• **TASK BRIEF**
Please return the data that follows precisely as written, but without the images.

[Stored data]
---*---

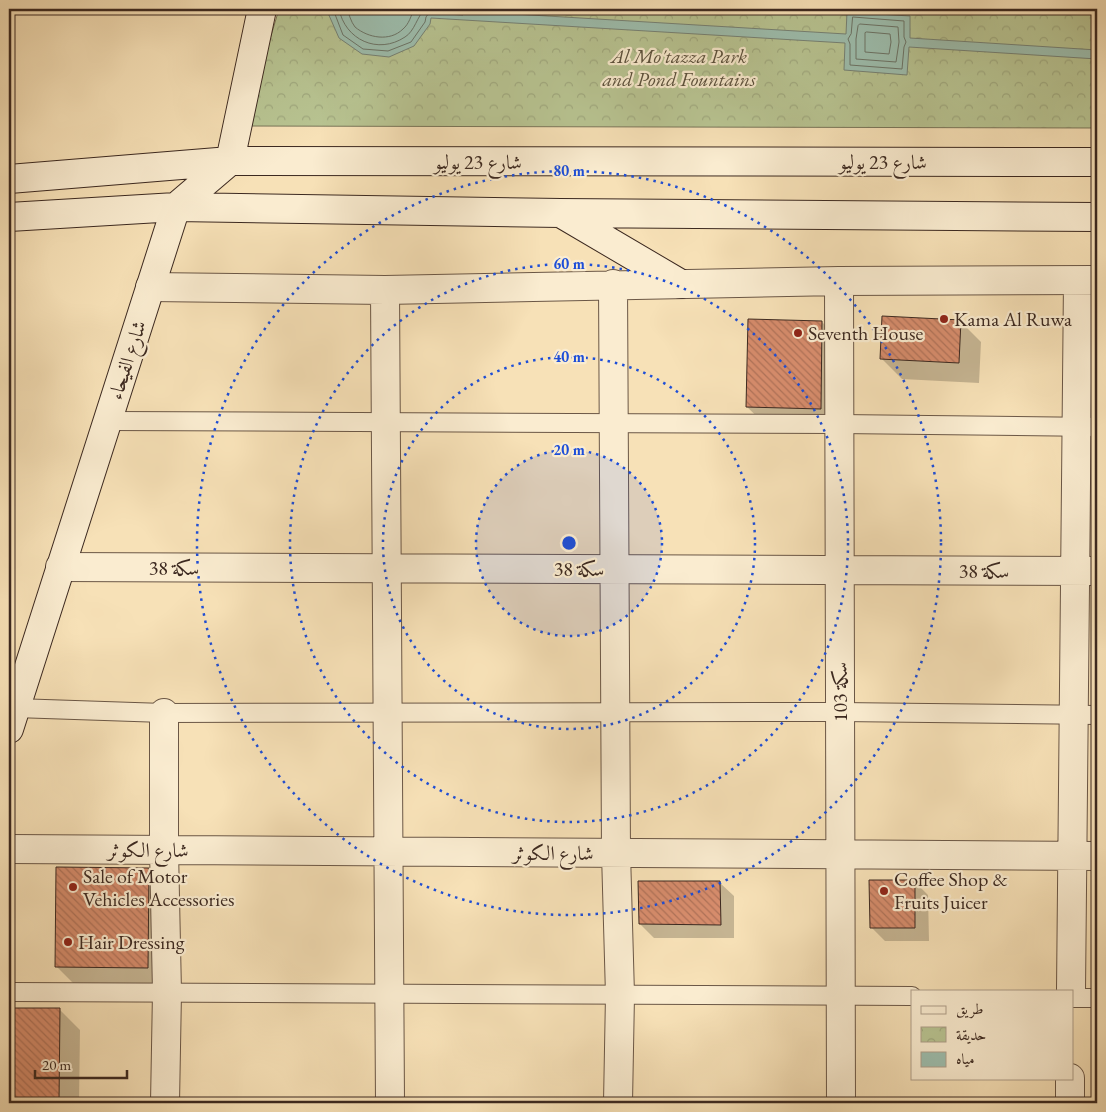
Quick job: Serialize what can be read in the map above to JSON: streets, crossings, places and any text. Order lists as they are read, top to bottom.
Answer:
{
  "streets": {
    "street": [
      "شارع 23 يوليو",
      "شارع الفيحاء",
      "سكة 38",
      "سكة 103",
      "شارع الكوثر"
    ]
  },
  "crossings": [
    ["شارع الفيحاء", "سكة 38"],
    ["سكة 38", "سكة 103"],
    ["سكة 103", "شارع الكوثر"]
  ],
  "parks": ["Al Mo'tazza Park and Pond Fountains"],
  "places": [
    "Kama Al Ruwa",
    "Seventh House",
    "Sale of Motor Vehicles Accessories",
    "Coffee Shop & Fruits Juicer",
    "Hair Dressing"
  ],
  "legend": ["طريق", "حديقة", "مياه"],
  "scale_bar": "20 m",
  "rings": [
    "80 m",
    "60 m",
    "40 m",
    "20 m"
  ]
}
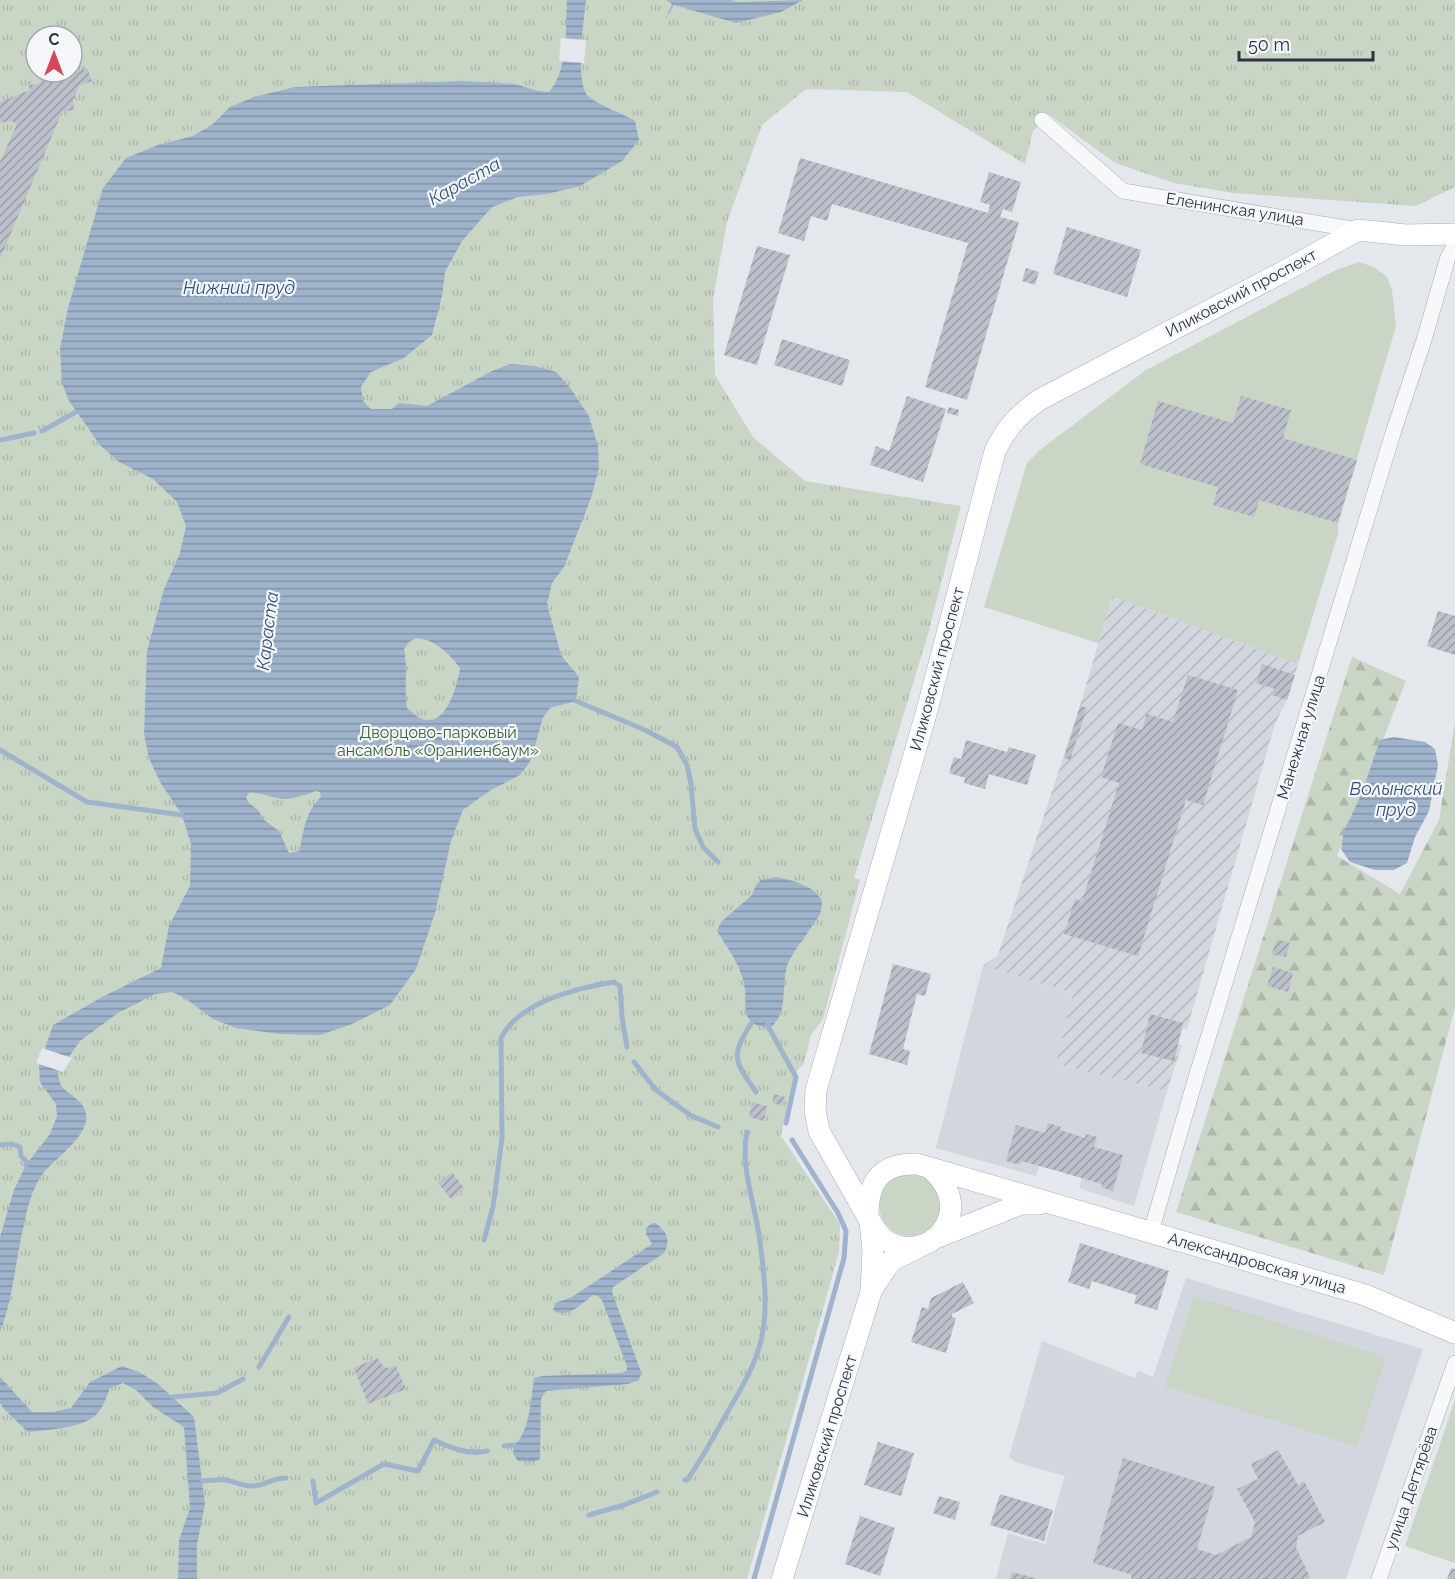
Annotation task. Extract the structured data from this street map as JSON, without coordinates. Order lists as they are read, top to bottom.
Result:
{
  "streets": {
    "main road": ["Еленинская улица", "Иликовский проспект", "Александровская улица"],
    "street": ["Манежная улица", "улица Дегтярёва"]
  },
  "crossings": [
    ["Еленинская улица", "Иликовский проспект"],
    ["Иликовский проспект", "Александровская улица"],
    ["Манежная улица", "Александровская улица"]
  ],
  "water": ["Караста", "Нижний пруд", "Волынский пруд"],
  "parks": ["Дворцово-парковый ансамбль «Ораниенбаум»"],
  "scale_bar": "50 m",
  "north": "top"
}
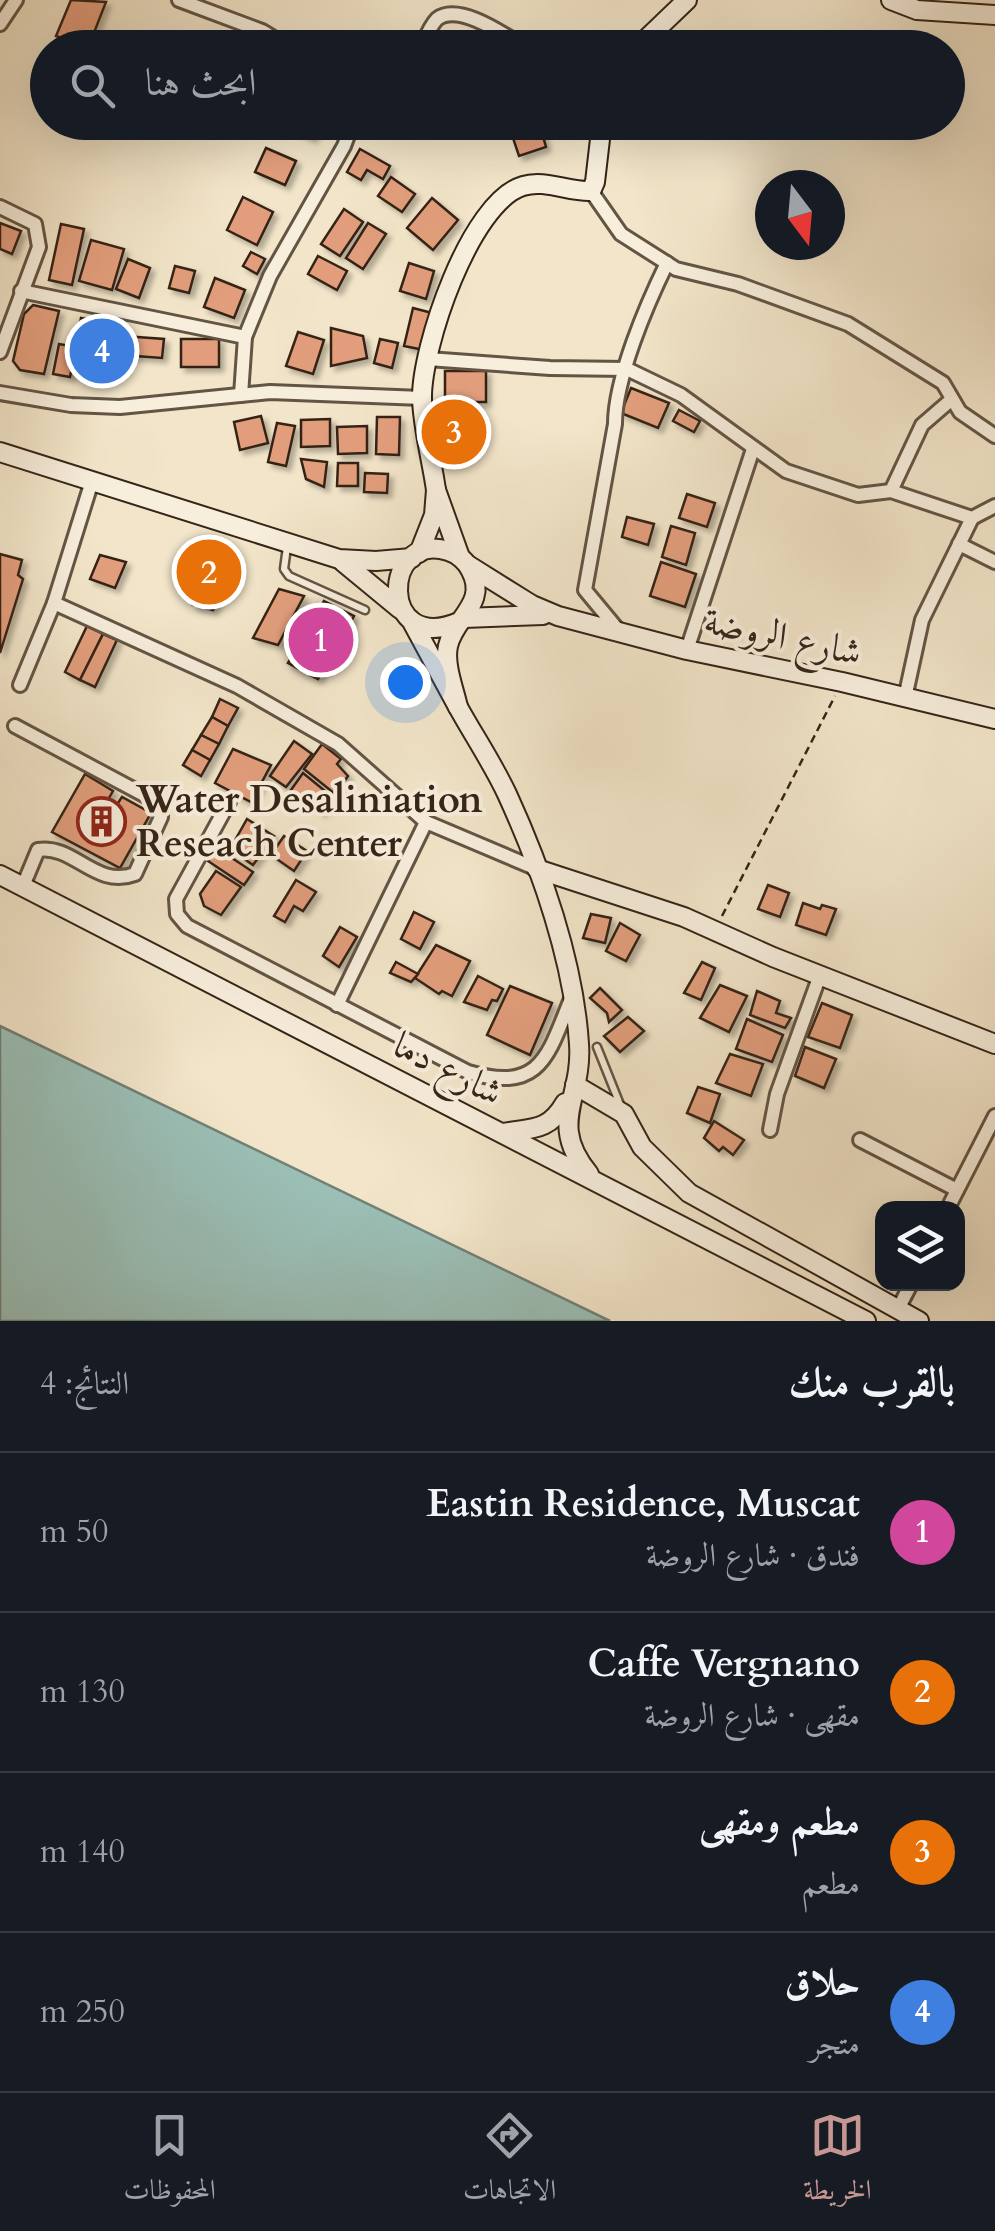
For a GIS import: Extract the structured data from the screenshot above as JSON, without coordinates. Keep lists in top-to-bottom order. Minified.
{"streets":{"street":["شارع الروضة","شارع دما"]},"places":{"building":["Water Desaliniation Reseach Center"]},"north":"bottom","page":{"search":"ابحث هنا","pins":["4","3","2","1"],"heading":["بالقرب منك","النتائج: 4"],"list":[{"mark":"1","name":"Eastin Residence, Muscat","note":"فندق · شارع الروضة","value":"50 m"},{"mark":"2","name":"Caffe Vergnano","note":"مقهى · شارع الروضة","value":"130 m"},{"mark":"3","name":"مطعم ومقهى","note":"مطعم","value":"140 m"},{"mark":"4","name":"حلاق","note":"متجر","value":"250 m"}],"nav":["الخريطة","الاتجاهات","المحفوظات"]}}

---*---

• **RESULT OF THE EXERCISE**
Quick job: Serialize what can be read in the map above to JSON: streets, crossings, places and any text. Order lists as they are read, top to bottom.
Answer:
{
  "streets": {
    "street": [
      "شارع 23 يوليو",
      "شارع الفيحاء",
      "سكة 38",
      "سكة 103",
      "شارع الكوثر"
    ]
  },
  "crossings": [
    ["شارع الفيحاء", "سكة 38"],
    ["سكة 38", "سكة 103"],
    ["سكة 103", "شارع الكوثر"]
  ],
  "parks": ["Al Mo'tazza Park and Pond Fountains"],
  "places": [
    "Kama Al Ruwa",
    "Seventh House",
    "Sale of Motor Vehicles Accessories",
    "Coffee Shop & Fruits Juicer",
    "Hair Dressing"
  ],
  "legend": ["طريق", "حديقة", "مياه"],
  "scale_bar": "20 m",
  "rings": [
    "80 m",
    "60 m",
    "40 m",
    "20 m"
  ]
}
Annotation task. Extract the structured data from this street map as JSON, without coordinates. Order lists as they are read, top to bottom.
Result:
{
  "streets": {
    "main road": ["Еленинская улица", "Иликовский проспект", "Александровская улица"],
    "street": ["Манежная улица", "улица Дегтярёва"]
  },
  "crossings": [
    ["Еленинская улица", "Иликовский проспект"],
    ["Иликовский проспект", "Александровская улица"],
    ["Манежная улица", "Александровская улица"]
  ],
  "water": ["Караста", "Нижний пруд", "Волынский пруд"],
  "parks": ["Дворцово-парковый ансамбль «Ораниенбаум»"],
  "scale_bar": "50 m",
  "north": "top"
}
For a GIS import: Extract the structured data from the screenshot above as JSON, without coordinates. Keep lists in top-to-bottom order. Minified.
{"streets":{"street":["شارع الروضة","شارع دما"]},"places":{"building":["Water Desaliniation Reseach Center"]},"north":"bottom","page":{"search":"ابحث هنا","pins":["4","3","2","1"],"heading":["بالقرب منك","النتائج: 4"],"list":[{"mark":"1","name":"Eastin Residence, Muscat","note":"فندق · شارع الروضة","value":"50 m"},{"mark":"2","name":"Caffe Vergnano","note":"مقهى · شارع الروضة","value":"130 m"},{"mark":"3","name":"مطعم ومقهى","note":"مطعم","value":"140 m"},{"mark":"4","name":"حلاق","note":"متجر","value":"250 m"}],"nav":["الخريطة","الاتجاهات","المحفوظات"]}}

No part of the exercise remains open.